* [Task directions]: Hunt through the lines below for the string "Keep" and copy each one that has it.

* [Data shown]:
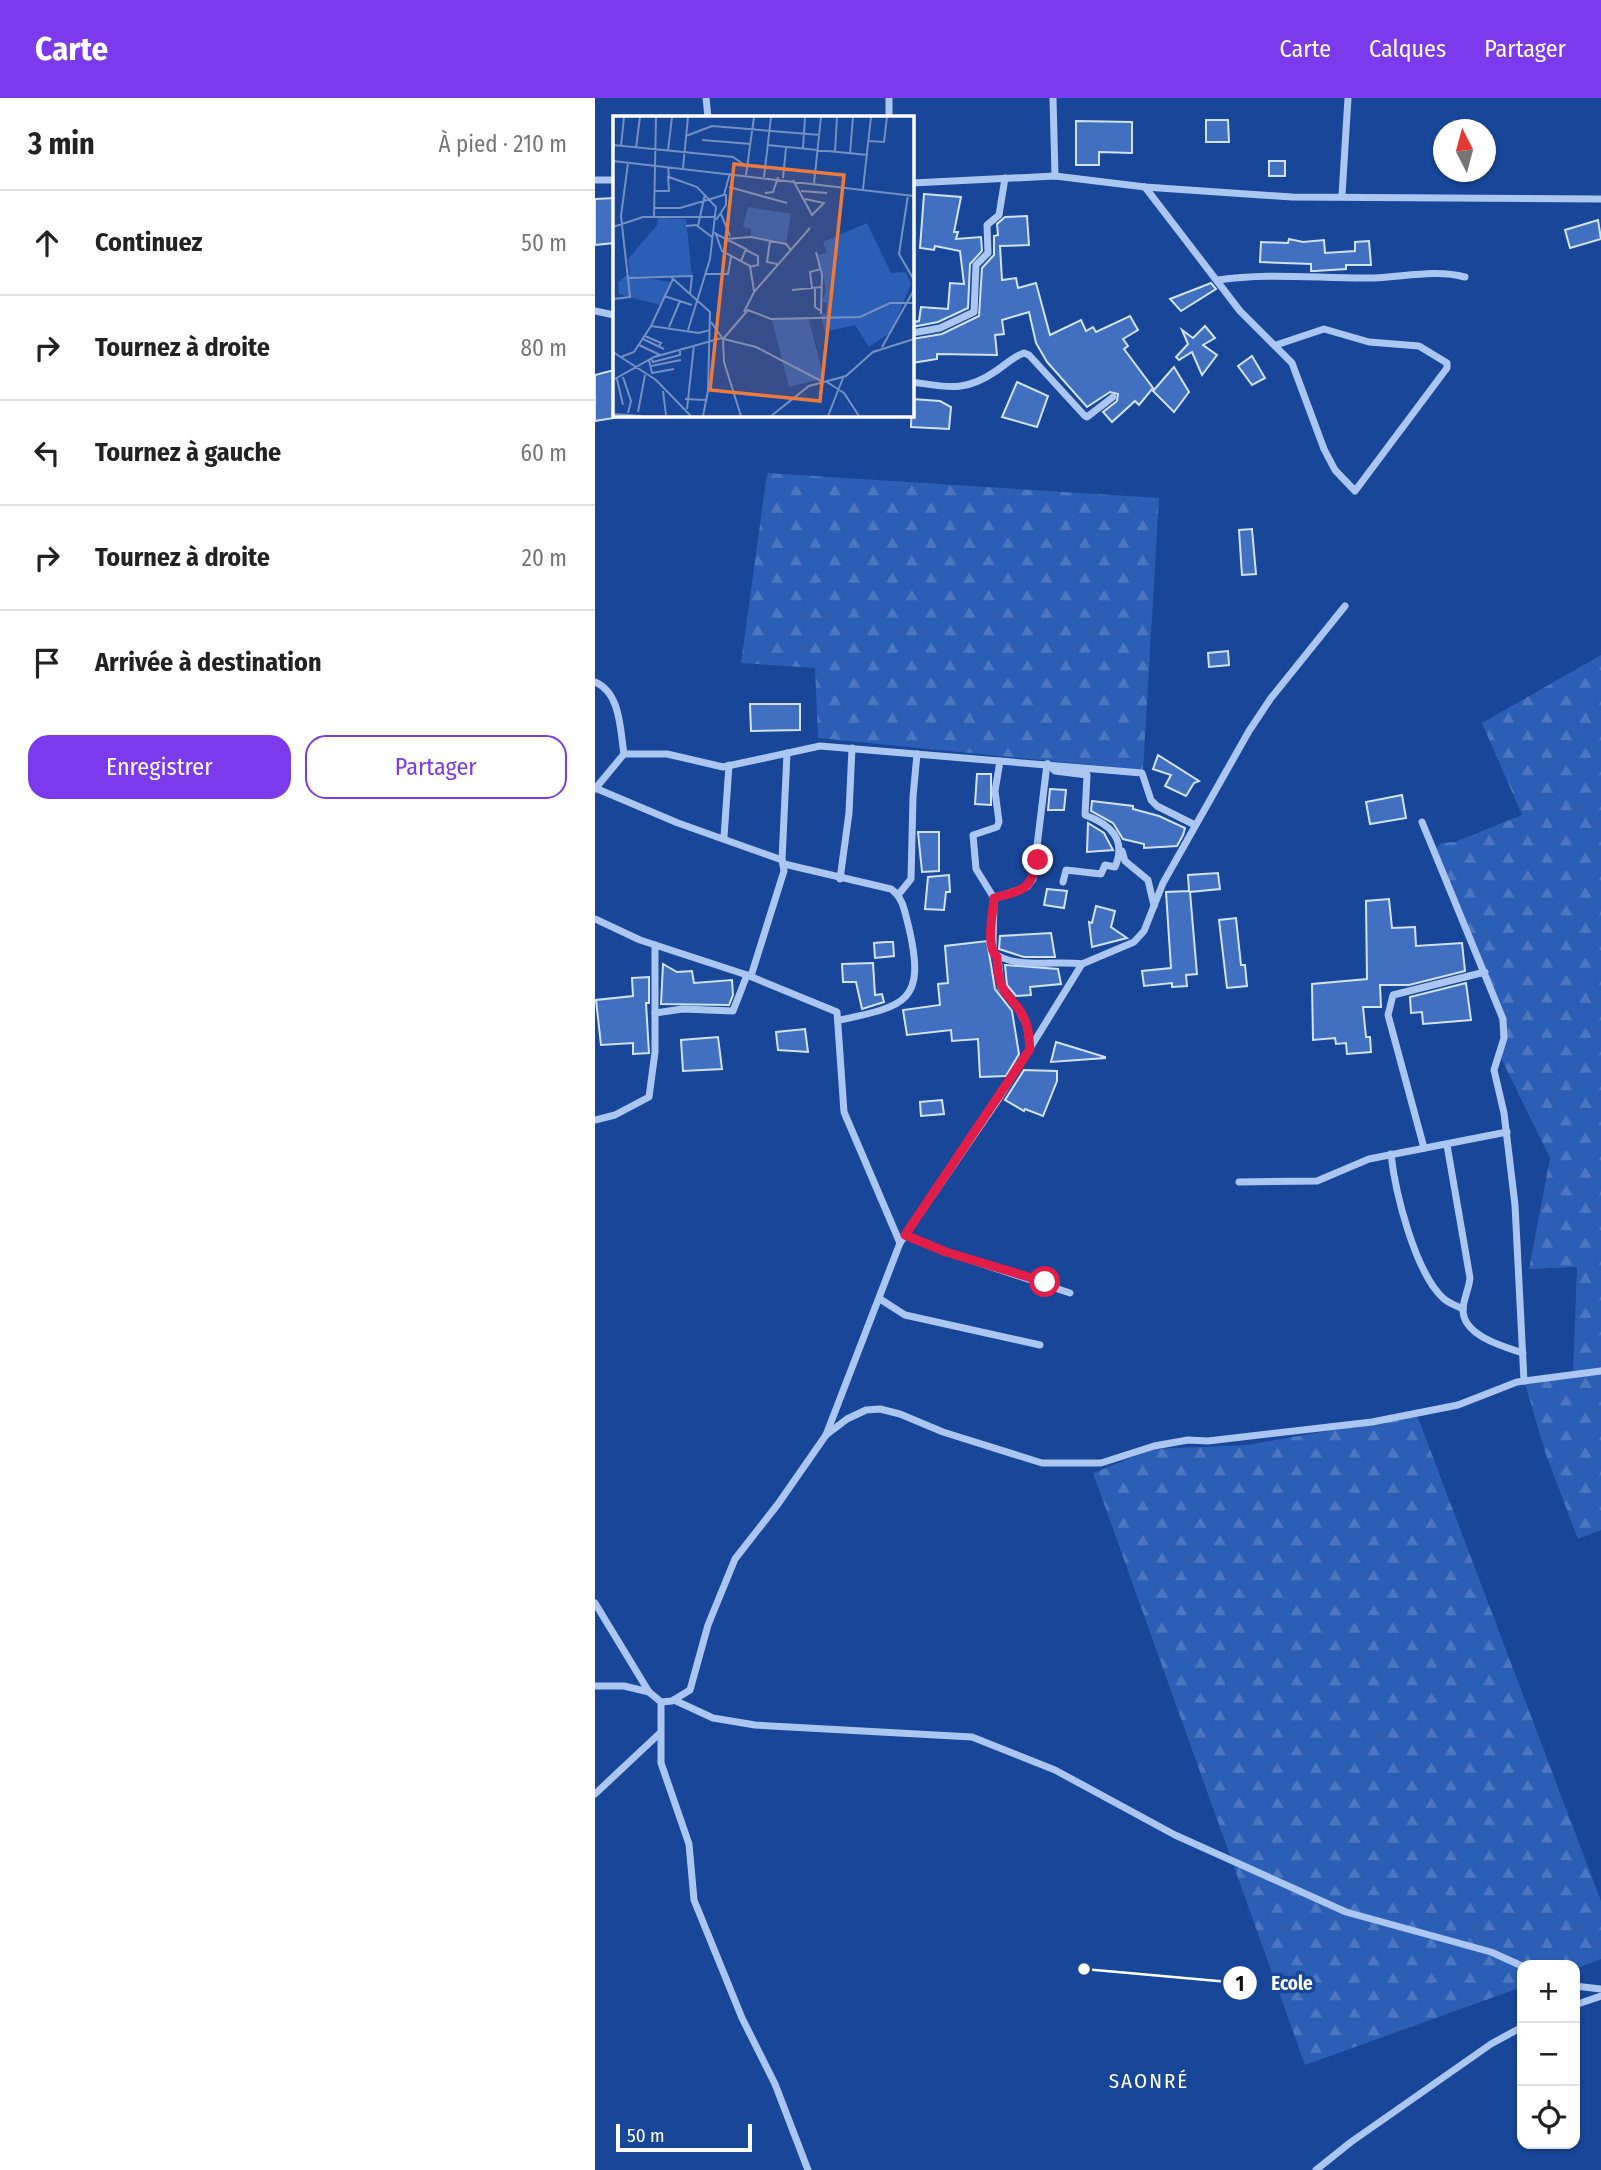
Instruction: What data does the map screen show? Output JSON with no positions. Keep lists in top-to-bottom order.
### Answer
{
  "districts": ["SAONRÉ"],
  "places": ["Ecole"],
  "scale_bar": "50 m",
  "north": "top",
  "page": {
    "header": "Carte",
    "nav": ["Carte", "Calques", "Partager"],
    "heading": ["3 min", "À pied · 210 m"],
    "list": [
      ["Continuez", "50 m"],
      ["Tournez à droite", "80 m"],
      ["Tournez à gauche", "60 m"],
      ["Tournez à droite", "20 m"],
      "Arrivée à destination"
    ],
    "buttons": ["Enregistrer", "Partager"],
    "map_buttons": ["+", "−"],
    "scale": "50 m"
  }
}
* * *
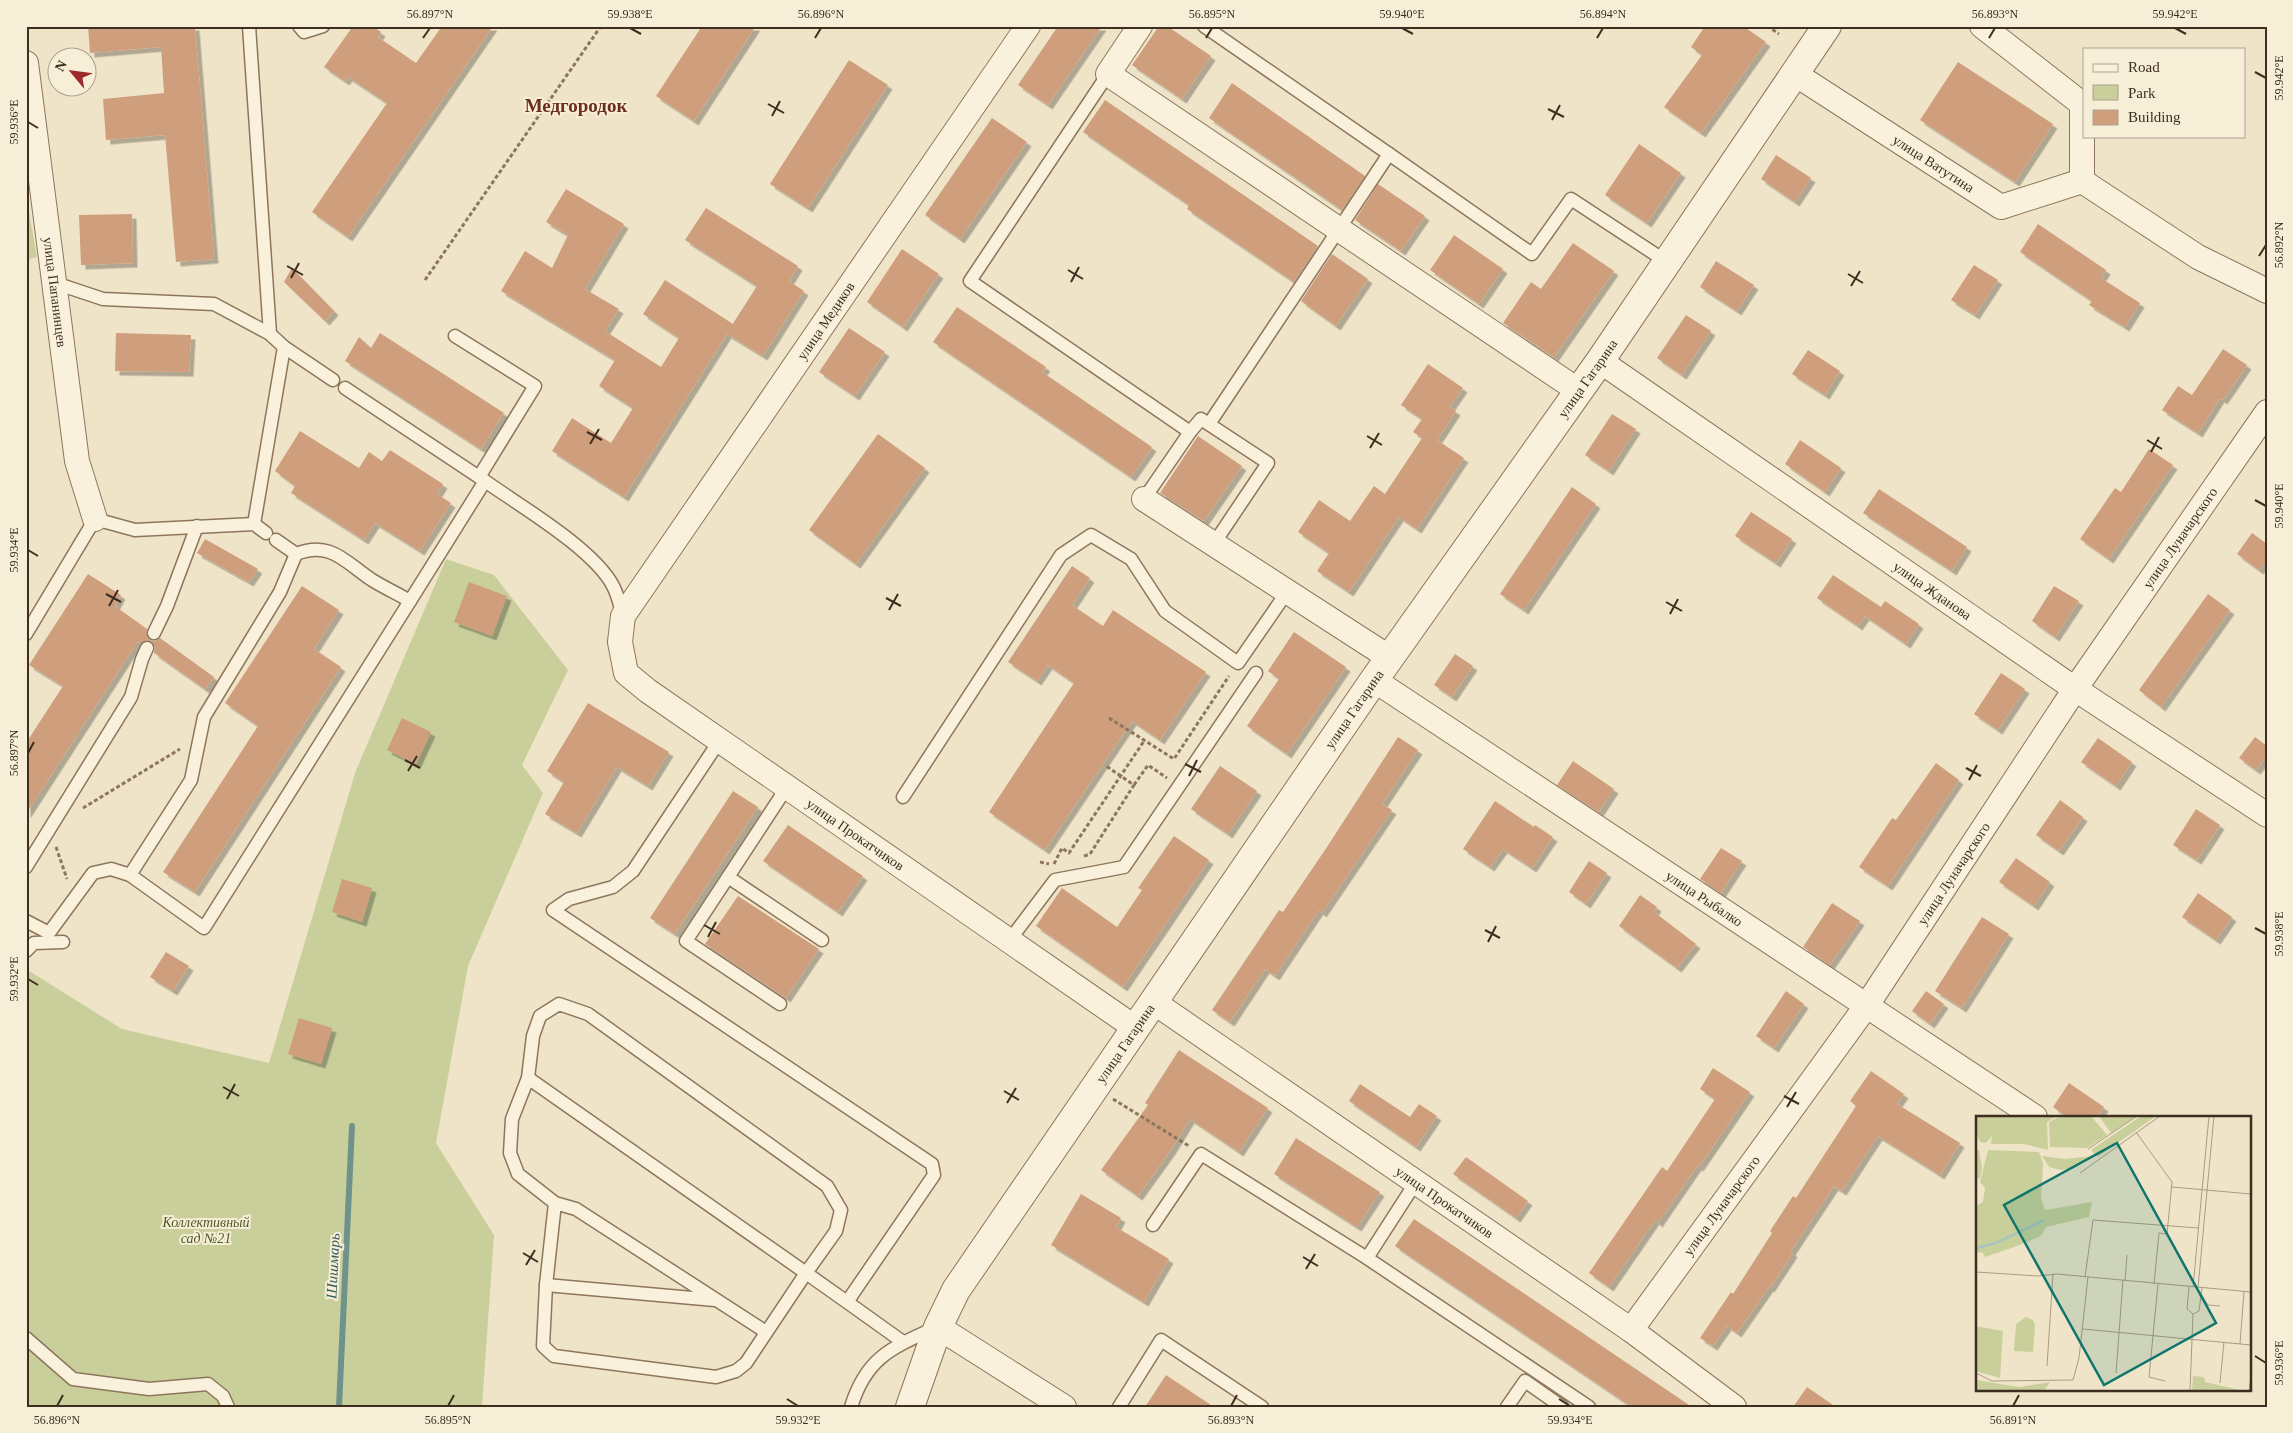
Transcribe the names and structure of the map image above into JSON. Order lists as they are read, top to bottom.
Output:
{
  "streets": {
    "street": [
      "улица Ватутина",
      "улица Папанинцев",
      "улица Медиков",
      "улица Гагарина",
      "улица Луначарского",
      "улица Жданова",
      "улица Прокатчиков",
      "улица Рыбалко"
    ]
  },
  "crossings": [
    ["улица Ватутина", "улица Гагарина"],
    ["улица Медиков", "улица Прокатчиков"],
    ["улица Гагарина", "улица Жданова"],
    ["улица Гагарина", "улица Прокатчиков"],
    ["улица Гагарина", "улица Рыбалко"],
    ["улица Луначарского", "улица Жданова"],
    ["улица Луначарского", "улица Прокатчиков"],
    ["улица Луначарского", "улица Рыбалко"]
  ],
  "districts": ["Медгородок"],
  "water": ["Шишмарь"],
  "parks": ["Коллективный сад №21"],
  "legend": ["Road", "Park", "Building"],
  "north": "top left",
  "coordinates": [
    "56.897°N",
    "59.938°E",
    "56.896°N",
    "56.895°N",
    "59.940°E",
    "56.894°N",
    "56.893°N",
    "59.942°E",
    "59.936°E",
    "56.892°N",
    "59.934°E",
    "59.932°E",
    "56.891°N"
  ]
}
---
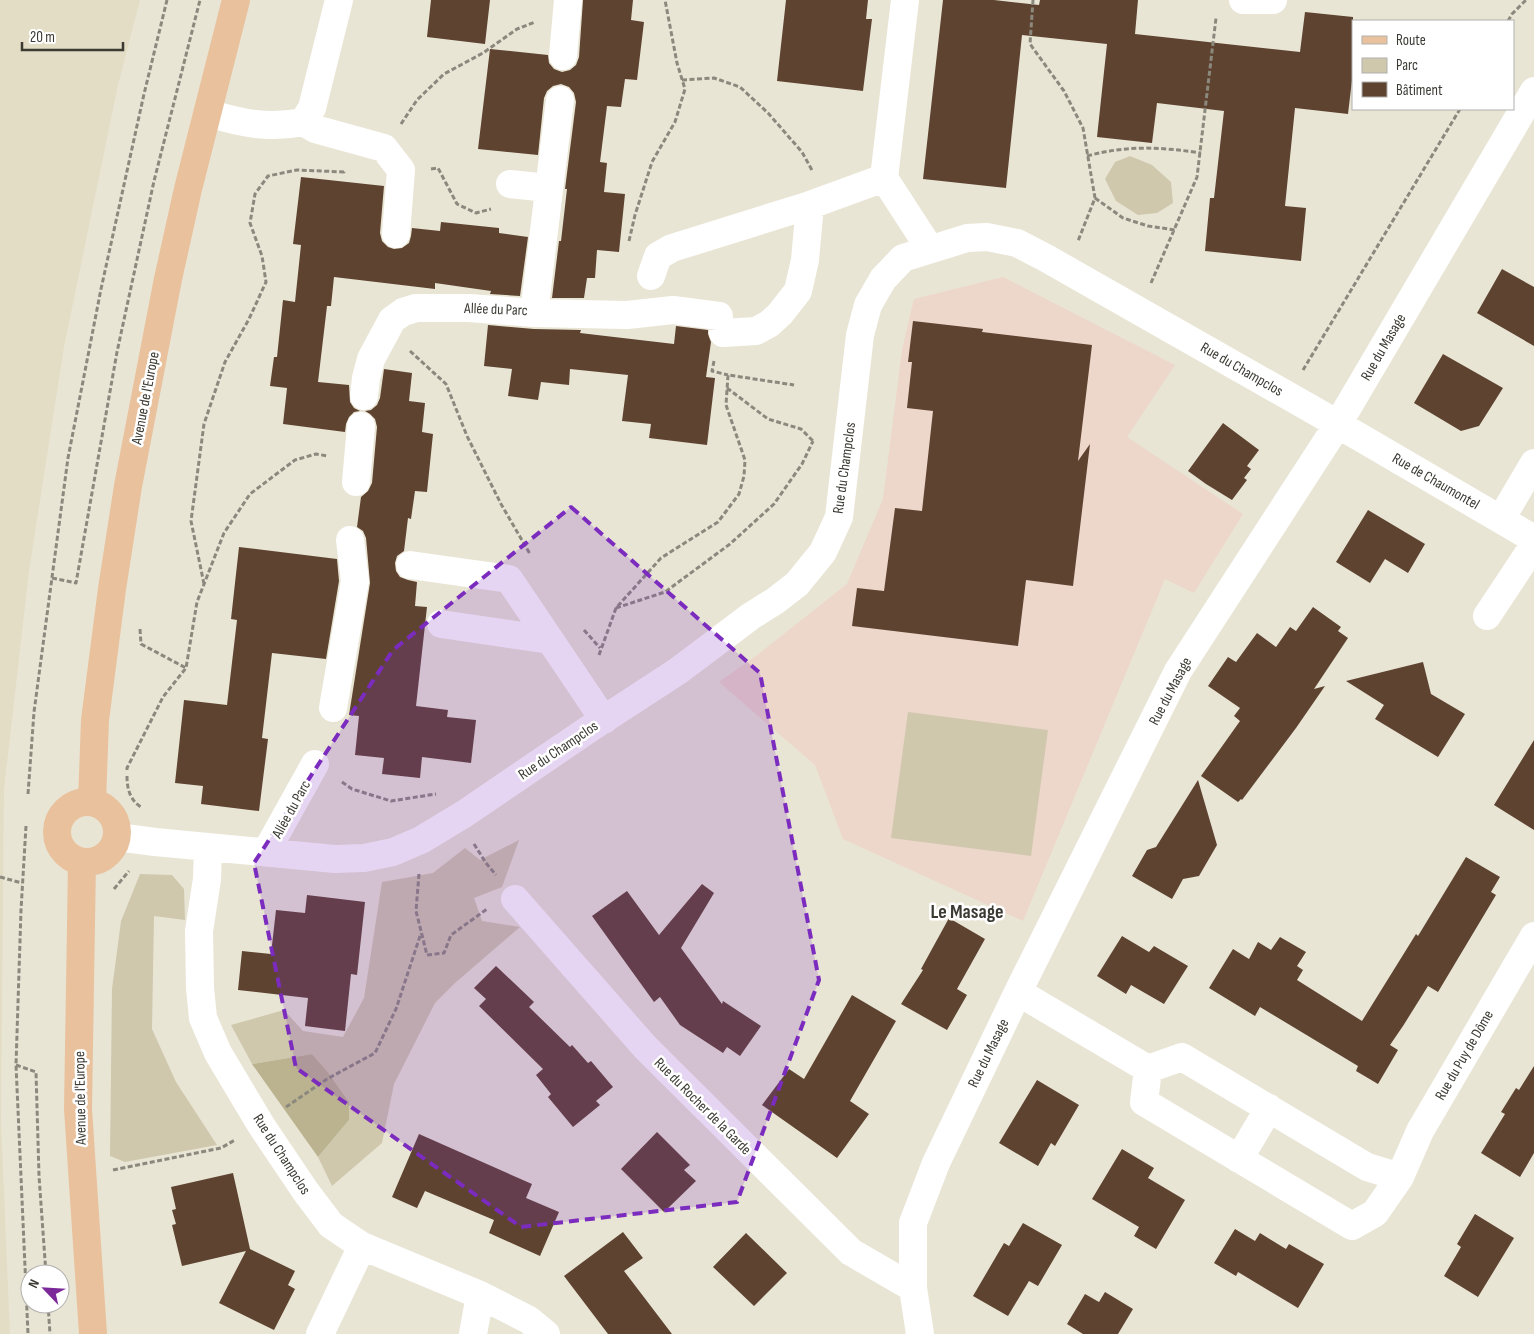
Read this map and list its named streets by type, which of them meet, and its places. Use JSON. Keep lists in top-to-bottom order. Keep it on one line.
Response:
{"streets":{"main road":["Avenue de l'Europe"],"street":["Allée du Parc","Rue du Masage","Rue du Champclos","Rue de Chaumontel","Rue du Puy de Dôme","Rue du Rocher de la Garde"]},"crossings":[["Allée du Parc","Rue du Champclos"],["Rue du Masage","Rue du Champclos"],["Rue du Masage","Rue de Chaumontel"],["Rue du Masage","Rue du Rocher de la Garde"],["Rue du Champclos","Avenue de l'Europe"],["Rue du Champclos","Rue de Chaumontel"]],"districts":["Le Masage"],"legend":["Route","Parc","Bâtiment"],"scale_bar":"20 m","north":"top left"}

* [Reply]:
Instruction: What data does the map screen show? Output JSON with no positions. Keep lists in top-to-bottom order.
Read this map and list its named streets by type, which of them meet, and its places. Use JSON. Keep lists in top-to-bottom order. Keep it on one line.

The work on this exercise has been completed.